Not in the slightest. They come from our selfish, violent, corrupt sin nature. God never put that in us; sin did.

Jesus taught us to go the extra mile and turn the other cheek. Mt 5.39, 42 These instructions don’t appeal to violent men at all. It’s why they constantly look for loopholes to these verses—assuming they don’t ignore them outright. Joshua didn’t turn the other cheek against the Amorites; why should they?

They approve of hazardous types of fun, and object when saner heads (usually their wives) suggest caution: They don’t need to be cautious. They’re adventurers. They’re pioneers. They’re warriors. Anyone who tries to stop them from living their destiny as adventurers is feminizing them, emasculating them.

Oh, they’re really paranoid about being “feminized” and “emasculated.” ’Cause they’re not all that secure about their masculinity. They have a rather tight definition of it, and care too much what their culture, and fellow sexists, think about it. Not at all what Jesus really thinks, or they’d seek it out and follow him instead of their peer group.

The context of the man Joshua.

The LORD instructed Joshua to toughen up, to get hard, because he had a really hard job ahead of him.

Yehošúa/“Jehovah saves,” born Hoshea ben Nun, Nu 13.16 was a former slave, now an 80-year-old man. He’d spent the past 40 years aiding Moses, as the elderly prophet tried to make peace between the Hebrews and their God—and between one another, ’cause getting used to freedom can be a serious struggle sometimes. People like to focus on the fact Joshua led the Hebrews into battle a few times before, and claim Joshua was this great warrior. They forget two things: Joshua fought very few battles before they got to Palestine; and every single battle was a God-victory, not a human one. (Joshua would be the first to tell you so.) Joshua had to work peace far more than he ever had to wage war.

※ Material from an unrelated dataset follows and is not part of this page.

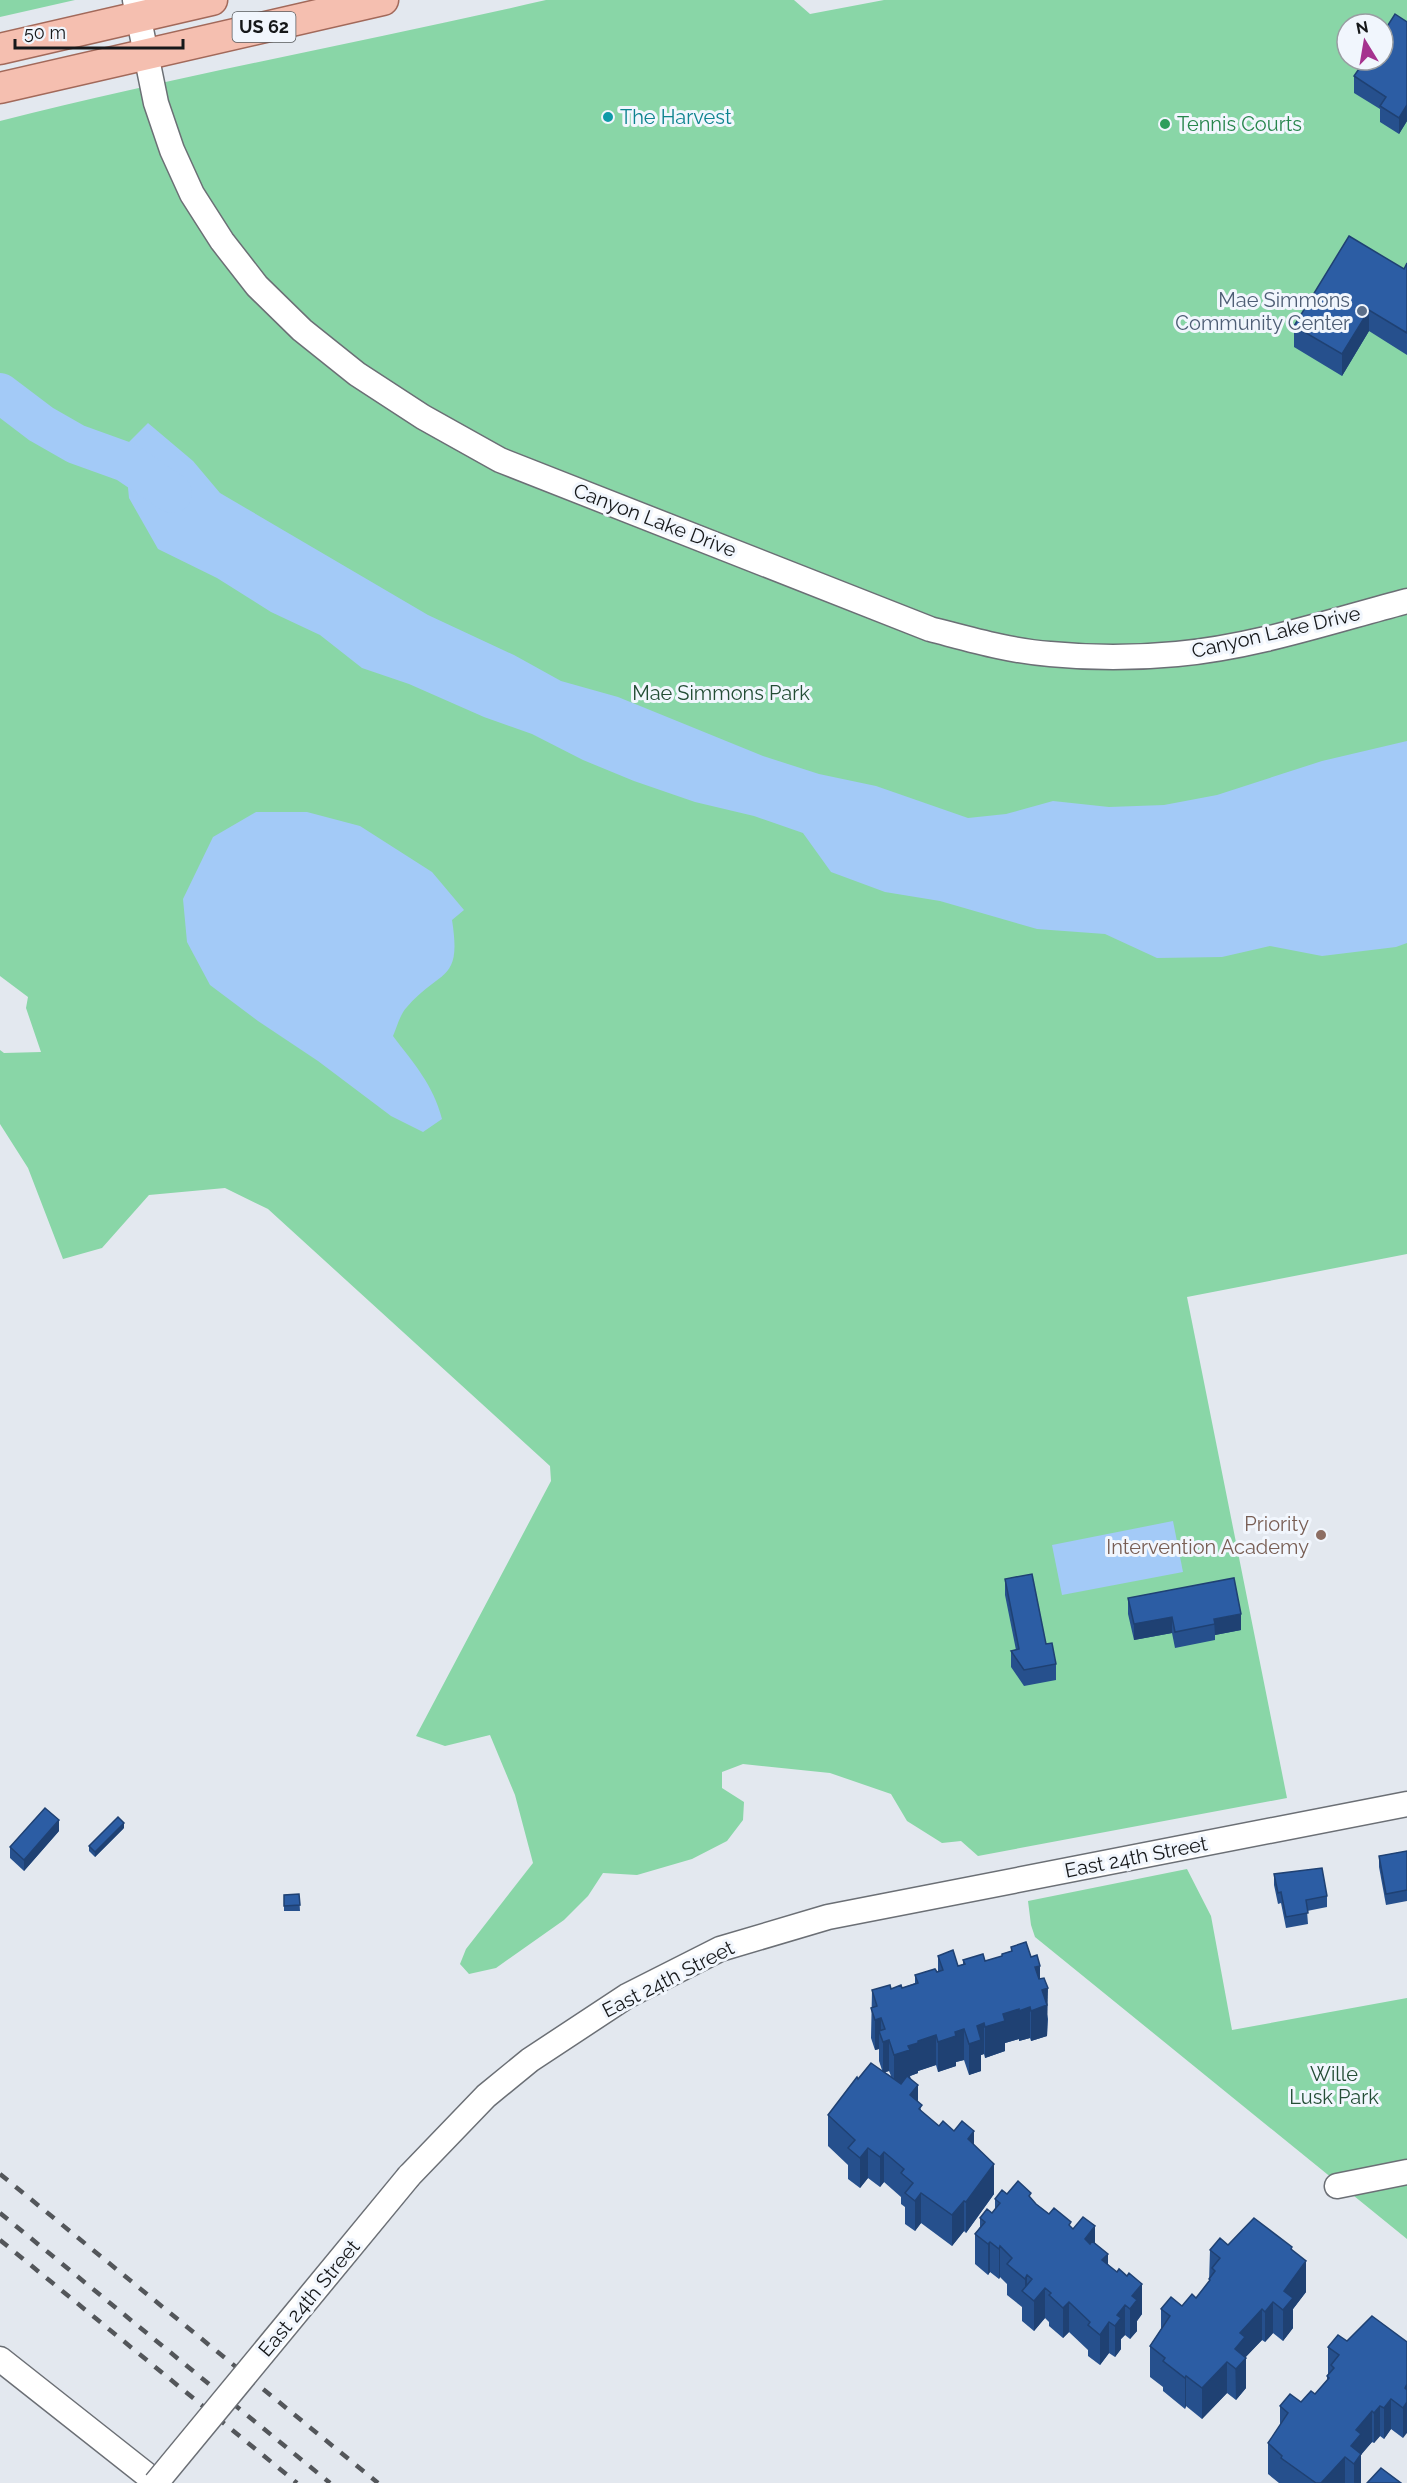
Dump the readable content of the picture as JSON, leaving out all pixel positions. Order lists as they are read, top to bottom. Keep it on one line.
{"streets":{"main road":["US 62"],"street":["Canyon Lake Drive","East 24th Street"]},"crossings":[["US 62","Canyon Lake Drive"]],"parks":["Mae Simmons Park","Wille Lusk Park"],"places":["The Harvest","Tennis Courts","Mae Simmons Community Center","Priority Intervention Academy"],"scale_bar":"50 m","north":"top"}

Moses had died, and it was time for Joshua to lead the Hebrews into Palestine to forcibly take it from the Amorites who lived there. No, this wasn’t a matter of stealing land from the Amorites, as white settlers had from the Indians in the Americas. This was judgment on the Amorites. God had told Abraham the Amorites’ end was coming, Ge 15.16 because God had told the Amorites for the past thousand years that if they didn’t shape up, he’d let their enemies destroy them—same as he did with Israel, Edom, Egypt, and dozens of nations in the scriptures. Well, the Amorites had ignored him, so now it was the point in the cycle where time was up. The Hebrews were coming.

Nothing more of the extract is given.